- [Stored data]:
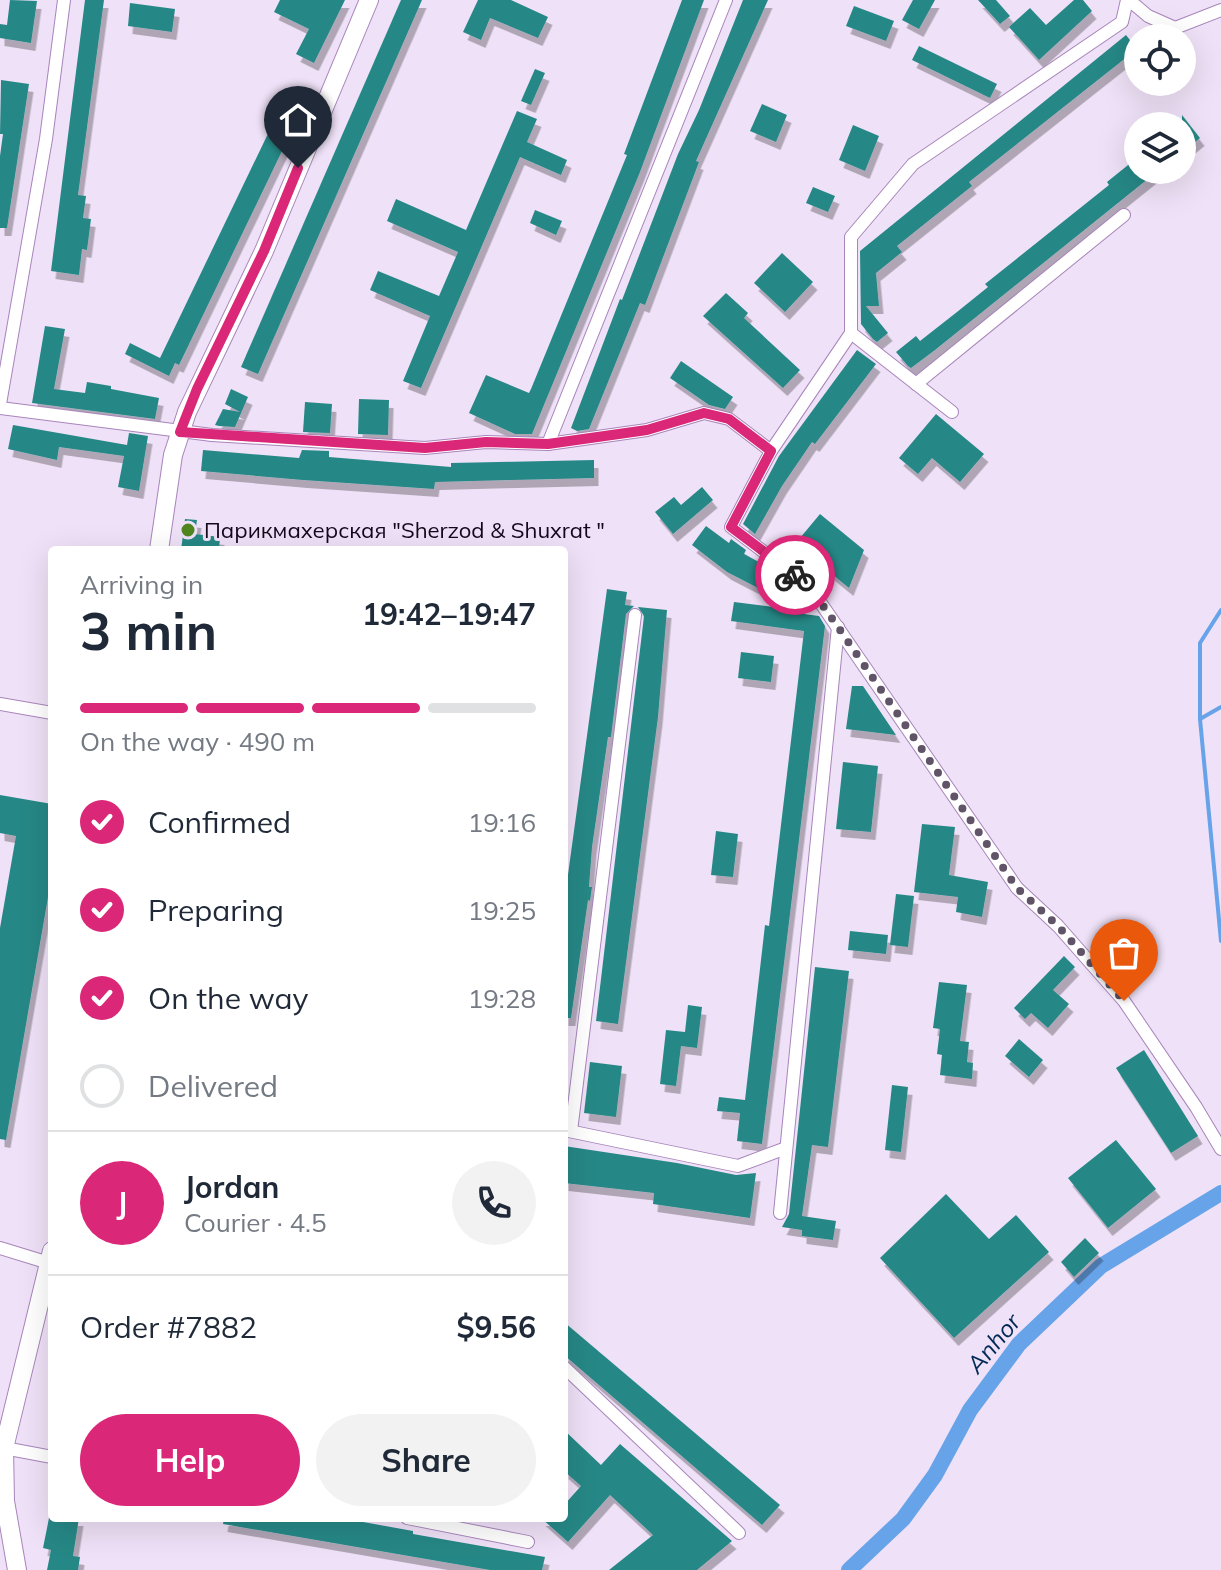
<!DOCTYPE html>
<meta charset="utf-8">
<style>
:root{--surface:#fff;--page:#f2f2f3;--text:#1f2937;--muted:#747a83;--line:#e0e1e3;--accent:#db2777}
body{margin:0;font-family:Mulish,sans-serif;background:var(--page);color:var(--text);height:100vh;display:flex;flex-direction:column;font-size:30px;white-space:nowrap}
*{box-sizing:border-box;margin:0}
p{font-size:26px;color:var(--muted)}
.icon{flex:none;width:44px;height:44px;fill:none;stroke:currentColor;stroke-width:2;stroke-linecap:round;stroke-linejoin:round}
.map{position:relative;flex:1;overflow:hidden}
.drawer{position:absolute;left:48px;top:546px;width:520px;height:976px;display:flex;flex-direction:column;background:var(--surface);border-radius:8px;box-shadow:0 8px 32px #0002}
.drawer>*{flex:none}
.controls{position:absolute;left:1124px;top:24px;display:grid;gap:16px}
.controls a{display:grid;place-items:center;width:72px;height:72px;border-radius:50%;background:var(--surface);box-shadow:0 8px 32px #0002;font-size:40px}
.pin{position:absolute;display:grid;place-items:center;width:68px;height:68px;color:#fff;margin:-82px -34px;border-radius:50% 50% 50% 0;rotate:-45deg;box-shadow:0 0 8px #0007}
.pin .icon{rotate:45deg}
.courier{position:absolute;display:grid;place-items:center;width:80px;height:80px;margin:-40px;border:6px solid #db2777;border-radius:50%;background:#fff;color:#222;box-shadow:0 2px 10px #0007}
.overview em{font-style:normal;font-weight:700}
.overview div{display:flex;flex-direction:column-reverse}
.overview{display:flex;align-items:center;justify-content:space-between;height:136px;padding:0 32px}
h1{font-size:52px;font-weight:700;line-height:60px}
.bar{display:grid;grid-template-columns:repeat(4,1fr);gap:12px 8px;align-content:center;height:96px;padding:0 32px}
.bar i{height:10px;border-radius:6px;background:var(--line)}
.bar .selected{background:var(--accent)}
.bar p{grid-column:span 4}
.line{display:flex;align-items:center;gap:20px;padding:0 32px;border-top:2px solid var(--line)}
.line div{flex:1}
.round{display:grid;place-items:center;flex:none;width:84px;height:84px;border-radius:42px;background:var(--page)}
ol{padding:0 32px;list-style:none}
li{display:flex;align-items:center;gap:24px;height:88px}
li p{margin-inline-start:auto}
li .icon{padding:8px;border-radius:50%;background:var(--accent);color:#fff;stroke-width:4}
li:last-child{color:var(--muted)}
li i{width:44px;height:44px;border:4px solid var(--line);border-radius:50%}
.cta{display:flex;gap:16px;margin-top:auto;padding:16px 32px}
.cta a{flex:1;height:92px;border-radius:48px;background:var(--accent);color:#fff;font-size:32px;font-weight:700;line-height:92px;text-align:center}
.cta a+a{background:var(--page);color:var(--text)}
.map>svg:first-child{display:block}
</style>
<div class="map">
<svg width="1221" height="1570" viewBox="0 0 1221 1570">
<defs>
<filter id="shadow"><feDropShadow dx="4.5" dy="8" stdDeviation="0" flood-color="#0004"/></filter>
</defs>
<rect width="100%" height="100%" fill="#efe1f7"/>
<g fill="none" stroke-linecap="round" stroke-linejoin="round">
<g stroke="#67a3e9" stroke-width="4">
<polyline points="1221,610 1200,643 1200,719 1221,941"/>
<polyline points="1200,719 1221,707"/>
</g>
<polyline stroke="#67a3e9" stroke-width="16" points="849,1570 903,1519 935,1475 970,1410 1019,1344 1101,1266 1221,1193"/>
</g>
<g fill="#288886" filter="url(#shadow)">
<polygon points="10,0 37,1 31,43 0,38 0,24 7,25"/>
<polygon points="85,0 104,0 78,195 86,196 83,218 91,219 87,250 82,249 79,275 51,271"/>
<polygon points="280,0 345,0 314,63 296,54 309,29 274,12"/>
<polygon points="401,0 422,0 258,374 241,367"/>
<polygon points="478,0 511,0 548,17 538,38 490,18 481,40 463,32"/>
<polygon points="682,0 704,0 640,172 532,434 515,434 469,413 486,375 529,393 531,389 627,155 624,154"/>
<polygon points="743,0 768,0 696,161 699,162 645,305 640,303 589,429 577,431 571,428 620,299 622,300 678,154 699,110"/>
<polygon points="913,0 935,0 919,29 902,20"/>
<polygon points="978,0 996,0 1010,16 1000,24"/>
<polygon points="1074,0 1083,0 1092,11 1039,60 1009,27 1030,8 1046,25"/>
<polygon points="130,3 175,9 172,32 128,26"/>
<polygon points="854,6 894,21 886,41 846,26"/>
<polygon points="1126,35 1137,49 969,182 972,186 897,246 902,252 876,273 879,306 866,306 888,333 877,342 873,339 861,324 860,251"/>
<polygon points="919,46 997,84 990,98 912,60"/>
<polygon points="535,69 545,73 531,105 521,101"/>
<polygon points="1,80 29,84 7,228 0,228 0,156 3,134 0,134"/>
<polygon points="290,88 308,97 179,365 175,363 169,376 125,354 130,343 160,358"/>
<polygon points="762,104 787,115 776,142 750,131"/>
<polygon points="517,111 537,119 527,142 567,160 561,175 520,157 421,388 403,381 430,316 370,290 378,271 439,296 458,252 387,221 396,199 466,230"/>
<polygon points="1182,115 1200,138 1182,153"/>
<polygon points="853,125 879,136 865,171 839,160"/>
<polygon points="1138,157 1138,170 1159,170 935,350 911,368 908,366 896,352 916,336 920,341 957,312 988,287 985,284 1109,185 1107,182"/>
<polygon points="813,187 835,196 828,212 806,203"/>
<polygon points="535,210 562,221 556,235 530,223"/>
<polygon points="782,253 813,282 785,312 754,283"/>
<polygon points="726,293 748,313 744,318 800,370 783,388 703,316"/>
<polygon points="45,326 65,329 54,389 85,393 87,382 111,386 111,389 159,398 155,419 32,403"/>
<polygon points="857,350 876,364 815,444 812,442 782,486 755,534 743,524 779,456"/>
<polygon points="681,361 733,397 725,409 709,405 670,378"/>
<polygon points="231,389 248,397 235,427 219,426 215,425 223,409 240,412 225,404"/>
<polygon points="359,399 389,400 388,435 358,434"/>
<polygon points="305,402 332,404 330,433 303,432"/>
<polygon points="936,414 984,454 960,482 932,458 918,474 899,458"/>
<polygon points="13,425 127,445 129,433 148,436 139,491 118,487 124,456 59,447 57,460 8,449"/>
<polygon points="203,450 299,458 302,450 329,451 329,457 451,467 451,463 594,460 594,478 435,482 434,489 303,480 201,471"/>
<polygon points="702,487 713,500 673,534 655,512 674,497 681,505"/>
<polygon points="820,514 864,550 849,588 795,544"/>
<polygon points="185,519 197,520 195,534 220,537 219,550 181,550"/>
<polygon points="706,526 729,543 731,539 746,550 744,554 770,568 760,589 727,572 692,545"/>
<polygon points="607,589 627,592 625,605 634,606 626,614 611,737 608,737 592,847 589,887 592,887 590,901 588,900 571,1018 564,1018 564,904"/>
<polygon points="734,602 805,611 804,614 819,616 825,626 762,1144 737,1141 740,1113 717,1111 719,1097 745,1100 765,925 769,926 804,631 731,621"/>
<polygon points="638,607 667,610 658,717 618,1024 596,1021 644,616"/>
<polygon points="741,652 774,656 771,682 738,678"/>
<polygon points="852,686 863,686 896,735 846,729"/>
<polygon points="843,762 878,766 871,832 836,829"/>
<polygon points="0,795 52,804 52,874 6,1140 0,1139 0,928 16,836 0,833"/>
<polygon points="922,824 955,827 949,875 988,882 982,917 956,912 958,897 914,892"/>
<polygon points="716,831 738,834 733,877 711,875"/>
<polygon points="896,894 914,896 908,947 890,945"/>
<polygon points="850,931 888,935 886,954 848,950"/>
<polygon points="1064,956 1075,967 1053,990 1069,1004 1048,1028 1031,1013 1025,1019 1014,1008"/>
<polygon points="815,967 849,971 828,1147 812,1145 802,1216 836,1221 833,1240 802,1236 802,1230 782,1227 789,1214"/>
<polygon points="939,982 967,985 960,1041 969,1042 967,1062 973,1063 972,1079 940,1075 942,1055 937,1054 940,1029 933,1028"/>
<polygon points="688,1005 702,1007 697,1048 681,1046 676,1086 660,1084 666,1030 685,1032"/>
<polygon points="1019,1039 1043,1060 1029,1077 1005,1056"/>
<polygon points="1144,1050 1198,1136 1171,1153 1116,1068"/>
<polygon points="590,1062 622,1066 616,1117 584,1113"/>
<polygon points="892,1085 908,1087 901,1152 885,1150"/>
<polygon points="1116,1140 1156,1189 1108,1228 1068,1178"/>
<polygon points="564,1146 677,1163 736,1175 756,1173 750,1218 653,1204 654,1193 564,1183"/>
<polygon points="946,1194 989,1239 1016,1215 1049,1252 954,1338 880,1258"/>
<polygon points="1085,1238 1099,1253 1074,1277 1061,1262"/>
<polygon points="564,1322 780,1505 762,1525 564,1355"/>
<polygon points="564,1430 601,1465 620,1444 732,1541 697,1570 609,1570 653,1535 610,1495 568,1542 541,1518 564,1518 564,1505 581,1486 564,1471"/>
<polygon points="49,1518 79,1518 73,1556 80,1557 78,1570 47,1570 51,1550 43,1548"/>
<polygon points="224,1518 341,1518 413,1531 413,1534 545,1557 542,1570 490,1570 223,1524"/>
</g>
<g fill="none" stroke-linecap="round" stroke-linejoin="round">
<defs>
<g id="minor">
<polyline points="1127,0 1122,22 913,164 851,237 851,333 771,451 731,527 809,586 1017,888 1058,926 1124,1001 1196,1107 1221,1149"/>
<polyline points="1129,0 1148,16 1175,28 1221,10"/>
<polyline points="851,333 952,412"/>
<polyline points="916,384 1124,215"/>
<polyline points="0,404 46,139 64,0"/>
<polyline points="0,408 212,435 425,448 486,442 548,444 647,430 704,413 729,419 771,451"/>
<polyline points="548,444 726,0"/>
<polyline points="0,704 52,713"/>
<polyline points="564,1130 738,1166 786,1148"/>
<polyline points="571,1131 635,615"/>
<polyline points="780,1213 838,627"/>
<polyline points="0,1248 49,1263"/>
<polyline points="564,1367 739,1533"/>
<polyline points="4,1448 52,1457"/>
<polyline points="407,1518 528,1542"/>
</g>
<g id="secondary">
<polyline points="159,550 173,455 187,412 264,251 369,0"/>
<polyline points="17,1570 5,1501 4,1448 52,1251"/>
</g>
</defs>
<use href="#minor" stroke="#a885bb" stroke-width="14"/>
<use href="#secondary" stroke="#a885bb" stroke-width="20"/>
<use href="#minor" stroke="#fff" stroke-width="12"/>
<use href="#secondary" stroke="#fff" stroke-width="18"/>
</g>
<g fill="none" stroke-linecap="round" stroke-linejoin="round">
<polyline stroke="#615469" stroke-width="8" stroke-dasharray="0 14.4" points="795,575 809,586 838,627 1017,888 1058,926 1124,1001"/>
<polyline stroke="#db2777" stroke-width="10" points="298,168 264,251 197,389 180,432 425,448 486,442 548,444 647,430 704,413 729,419 771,451 731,527 795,575"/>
</g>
<circle fill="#51861f" stroke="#efe1f7" stroke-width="3" cx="188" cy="530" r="8"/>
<g text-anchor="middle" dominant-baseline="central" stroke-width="6" stroke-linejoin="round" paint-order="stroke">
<g font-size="22" fill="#15081c" stroke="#efe1f7" text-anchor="start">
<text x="204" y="530">Парикмахерская "Sherzod &amp; Shuxrat "</text>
</g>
<g font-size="24" font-style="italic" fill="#002a55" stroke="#efe1f7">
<text transform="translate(993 1343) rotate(-50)">Anhor</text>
</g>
</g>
</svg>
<div class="controls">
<a><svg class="icon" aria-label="locate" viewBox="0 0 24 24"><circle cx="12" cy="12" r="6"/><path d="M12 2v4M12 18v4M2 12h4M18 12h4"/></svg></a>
<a><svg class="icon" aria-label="layers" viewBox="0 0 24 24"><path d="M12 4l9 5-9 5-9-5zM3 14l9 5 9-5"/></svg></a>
</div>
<div class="pin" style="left:1124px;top:1001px;background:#ea580c"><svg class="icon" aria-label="bag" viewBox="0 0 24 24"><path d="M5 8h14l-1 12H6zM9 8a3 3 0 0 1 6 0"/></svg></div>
<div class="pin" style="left:298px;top:168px;background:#1f2937"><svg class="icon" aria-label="home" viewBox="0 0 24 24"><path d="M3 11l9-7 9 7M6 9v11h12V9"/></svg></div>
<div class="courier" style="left:795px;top:575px"><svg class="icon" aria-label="bike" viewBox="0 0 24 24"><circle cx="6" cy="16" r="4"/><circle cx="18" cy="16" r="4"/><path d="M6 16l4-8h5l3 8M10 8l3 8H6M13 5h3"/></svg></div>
<section class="drawer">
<div class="overview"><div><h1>3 min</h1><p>Arriving in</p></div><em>19:42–19:47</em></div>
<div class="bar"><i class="selected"></i><i class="selected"></i><i class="selected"></i><i></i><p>On the way · 490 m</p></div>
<ol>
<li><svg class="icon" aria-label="check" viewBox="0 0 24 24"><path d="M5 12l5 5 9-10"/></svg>Confirmed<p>19:16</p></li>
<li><svg class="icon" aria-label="check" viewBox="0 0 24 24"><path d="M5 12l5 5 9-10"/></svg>Preparing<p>19:25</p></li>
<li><svg class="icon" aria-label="check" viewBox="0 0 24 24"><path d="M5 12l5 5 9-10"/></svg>On the way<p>19:28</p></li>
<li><i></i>Delivered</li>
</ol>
<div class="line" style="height:144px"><b class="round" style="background:var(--accent);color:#fff">J</b><div><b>Jordan</b><p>Courier · 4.5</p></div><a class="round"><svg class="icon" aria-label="phone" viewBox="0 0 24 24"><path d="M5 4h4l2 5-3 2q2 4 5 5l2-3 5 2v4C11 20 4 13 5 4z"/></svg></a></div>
<div class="line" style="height:104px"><div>Order #7882</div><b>$9.56</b></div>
<div class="cta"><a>Help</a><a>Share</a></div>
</section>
</div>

- [Problem description]: Leave out the pictures and repeat exactly the lines from the first line of the data through the line containing "-34px;border-radius:50% 50% 50%". Add nothing else.

- [Answer section]:
<!DOCTYPE html>
<meta charset="utf-8">
<style>
:root{--surface:#fff;--page:#f2f2f3;--text:#1f2937;--muted:#747a83;--line:#e0e1e3;--accent:#db2777}
body{margin:0;font-family:Mulish,sans-serif;background:var(--page);color:var(--text);height:100vh;display:flex;flex-direction:column;font-size:30px;white-space:nowrap}
*{box-sizing:border-box;margin:0}
p{font-size:26px;color:var(--muted)}
.icon{flex:none;width:44px;height:44px;fill:none;stroke:currentColor;stroke-width:2;stroke-linecap:round;stroke-linejoin:round}
.map{position:relative;flex:1;overflow:hidden}
.drawer{position:absolute;left:48px;top:546px;width:520px;height:976px;display:flex;flex-direction:column;background:var(--surface);border-radius:8px;box-shadow:0 8px 32px #0002}
.drawer>*{flex:none}
.controls{position:absolute;left:1124px;top:24px;display:grid;gap:16px}
.controls a{display:grid;place-items:center;width:72px;height:72px;border-radius:50%;background:var(--surface);box-shadow:0 8px 32px #0002;font-size:40px}
.pin{position:absolute;display:grid;place-items:center;width:68px;height:68px;color:#fff;margin:-82px -34px;border-radius:50% 50% 50% 0;rotate:-45deg;box-shadow:0 0 8px #0007}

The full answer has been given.